Tiefenlager

Endlagersuche dauert – der Atomabfall bleibt noch für Jahrzehnte im Zwilag

Die schweren Behälter mit hoch radioaktiven Abfällen werden per Spezialfahrzeug ins Zwischenlager Würenlingen geliefert.

Die schweren Behälter mit hoch radioaktiven Abfällen werden per Spezialfahrzeug ins Zwischenlager Würenlingen geliefert.

Nagra-Chef Thomas Ernst wagt nach Verzögerungen keine Prognose, wann der Bau für das erste Tiefenlager in der Schweiz beginnen könnte. Die 100 Tonnen schweren Behälter bleiben noch jahrelang im Würenlinger Zwischenlager.

Fast endlos verzögern sie sich, die Endlager für die radioaktiven Abfälle. «Eine Jahreszahl bis zum Baubeginn kann ich nicht nennen», sagte Thomas Ernst vor den Medien in der Villa Boveri in Baden. Besser als Ernst weiss es keiner im Land, denn er ist Vorsitzender der Geschäftsleitung bei der Nationalen Genossenschaft für die Lagerung radioaktiver Abfälle (Nagra). Klar ist nur so viel: Das Lager für schwach- und mittelaktive Abfälle (SMA) kann erst deutlich später als 2035 eröffnet werden. Und jenes für die hoch radioaktiven Abfälle kommt später als 2045.

Damit bleiben die 100 Tonnen schweren Behälter noch für Jahrzehnte im Würenlinger Zwischenlager.
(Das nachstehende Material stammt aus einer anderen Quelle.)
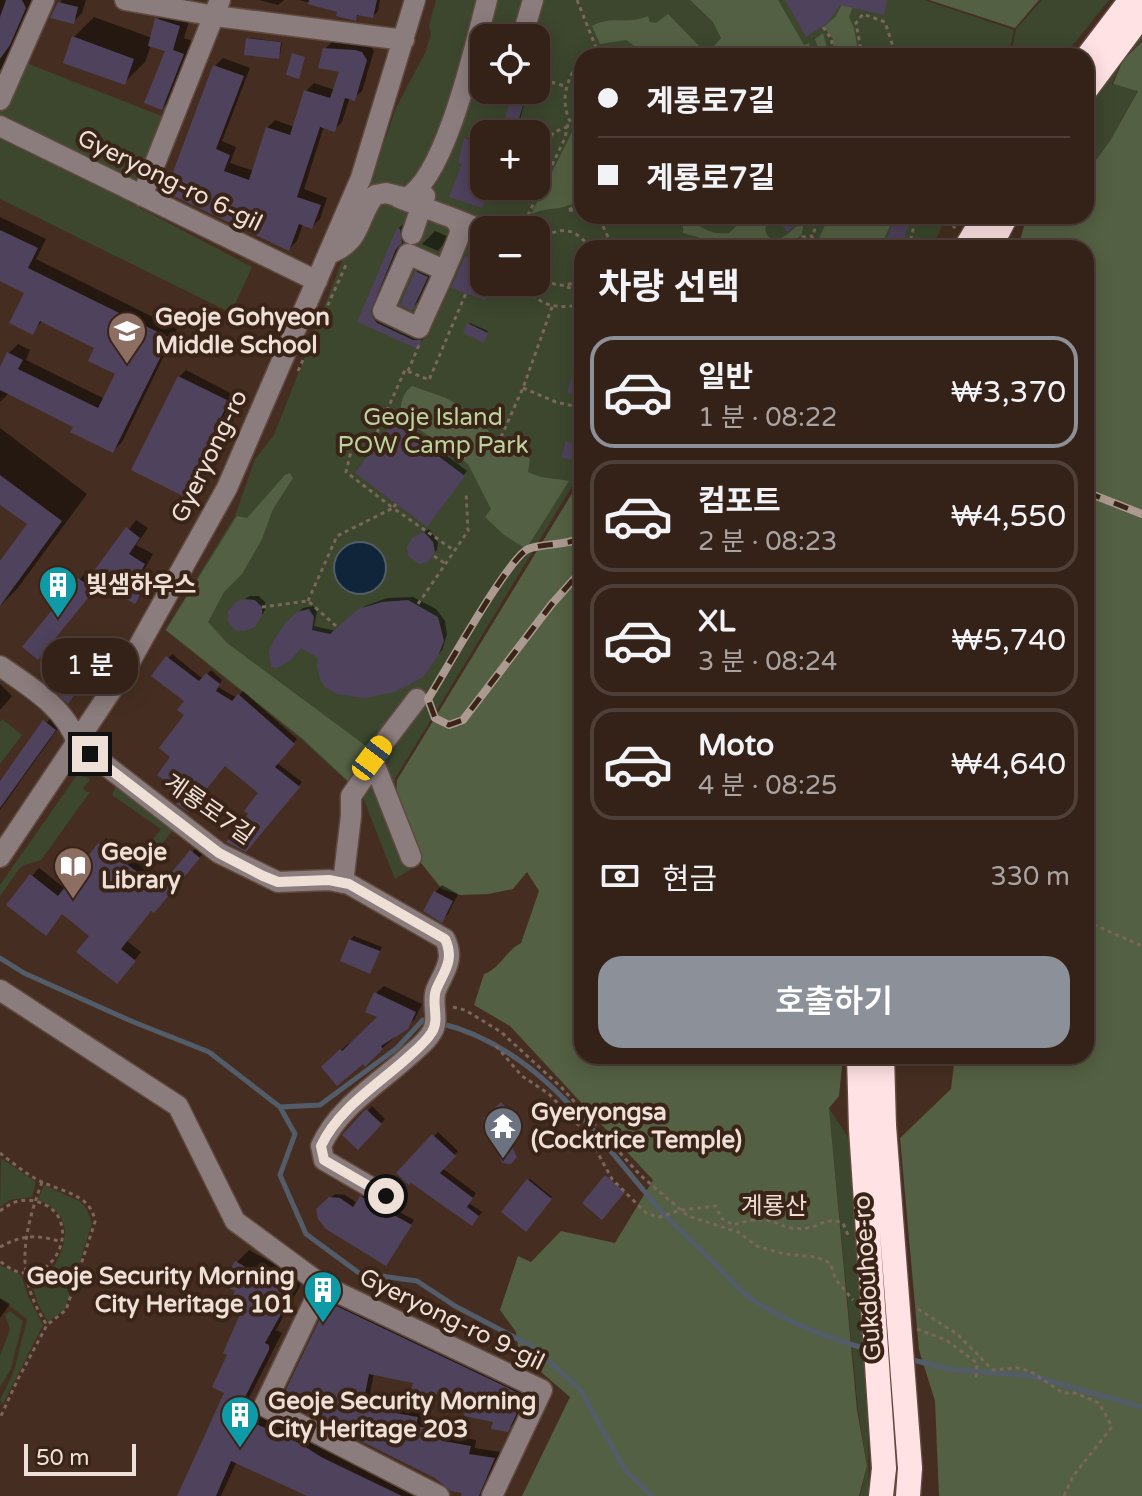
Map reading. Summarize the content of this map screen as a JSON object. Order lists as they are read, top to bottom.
{
  "streets": {
    "highway": ["Gukdouhoe-ro"],
    "street": [
      "Gyeryong-ro 6-gil",
      "Gyeryong-ro",
      "계룡로7길",
      "Gyeryong-ro 9-gil"
    ],
    "path": ["계룡산"]
  },
  "crossings": [
    ["Gyeryong-ro 6-gil", "Gyeryong-ro"],
    ["Gyeryong-ro", "계룡로7길"]
  ],
  "parks": ["Geoje Island POW Camp Park"],
  "places": {
    "school or university": ["Geoje Gohyeon Middle School"],
    "building": ["빛샘하우스", "Geoje Security Morning City Heritage 101", "Geoje Security Morning City Heritage 203"],
    "library": ["Geoje Library"],
    "temple": ["Gyeryongsa (Cocktrice Temple)"]
  },
  "scale_bar": "50 m",
  "page": {
    "map_buttons": ["+", "−"],
    "banner": ["계룡로7길", "계룡로7길"],
    "heading": "차량 선택",
    "list": [
      {
        "name": "일반",
        "note": "1 분 · 08:22",
        "value": "₩3,370"
      },
      {
        "name": "컴포트",
        "note": "2 분 · 08:23",
        "value": "₩4,550"
      },
      {
        "name": "XL",
        "note": "3 분 · 08:24",
        "value": "₩5,740"
      },
      {
        "name": "Moto",
        "note": "4 분 · 08:25",
        "value": "₩4,640"
      }
    ],
    "bubble": "1 분",
    "pay": ["현금", "330 m"],
    "buttons": "호출하기",
    "scale": "50 m"
  }
}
Es ist im Frühjahr 2000 eröffnet worden und hat Platz für die radioaktiven Abfälle aus dem Betrieb der fünf Atomkraftwerke sowie aus Medizin und Forschung.

Reduktion auf 3 bis 5 Standorte

Bis auf eine Ausnahme (Zürich, Nordost) sind schon alle Oberflächenstandorte festgelegt, die dereinst als Pforte zum Tiefenlager dienen. Als Standort hat die Regionalkonferenz Jura Ost einzig Villigen bestimmt. In der Nähe der Kantonsgrenze liegen zudem Däniken SO am Jura-Südfuss und im Osten Weiach ZH für das Gebiet Nördlich Lägern. Zu den weiteren Standort-Regionen gehören Zürich Nordost, Südranden und der Wellenberg (NW).

Vorerst sind noch alle sechs Lagerstandorte völlig gleichberechtigt im Rennen. Den Wegfall von Wellenberg oder Jura-Südfuss dementierte Thomas Ernst vehement. «Bis Ende 2014 wollen wir auf drei bis fünf Standorte reduzieren», versprach er. Als Kriterium diene primär die geologische Qualität und damit die Langzeit-Sicherheit, die derzeit genau untersucht werden.

Nicht vor 2017 im Bundesrat

«Von den besten Standorten werden die am wenigsten guten zurückgestellt», schreibt die Nagra dazu. Aber sie selber kann lediglich Vorschläge machen, die dann von Experten der Behörden unter die Lupe genommen werden. Konkret durch das Eidgenössische Nuklearsicherheitsinspektorat (Ensi), die Eidg. Kommission für nukleare Sicherheit und die Arbeitsgruppe Sicherheit der Kantone. Wenn deren Berichte nach zwei Jahren vorliegen, wird der Bundesrat 2017 über die Standorte beschliessen. Von drei bis weiterhin sechs Standorten ist alles möglich. Allein bis zu einer Rahmenbewilligung rechnet die Nagra mit gegen zehn Jahren, also bis etwa 2023. Im höchst komplexen Verfahren sind danach zahllose weitere Schritte nötig.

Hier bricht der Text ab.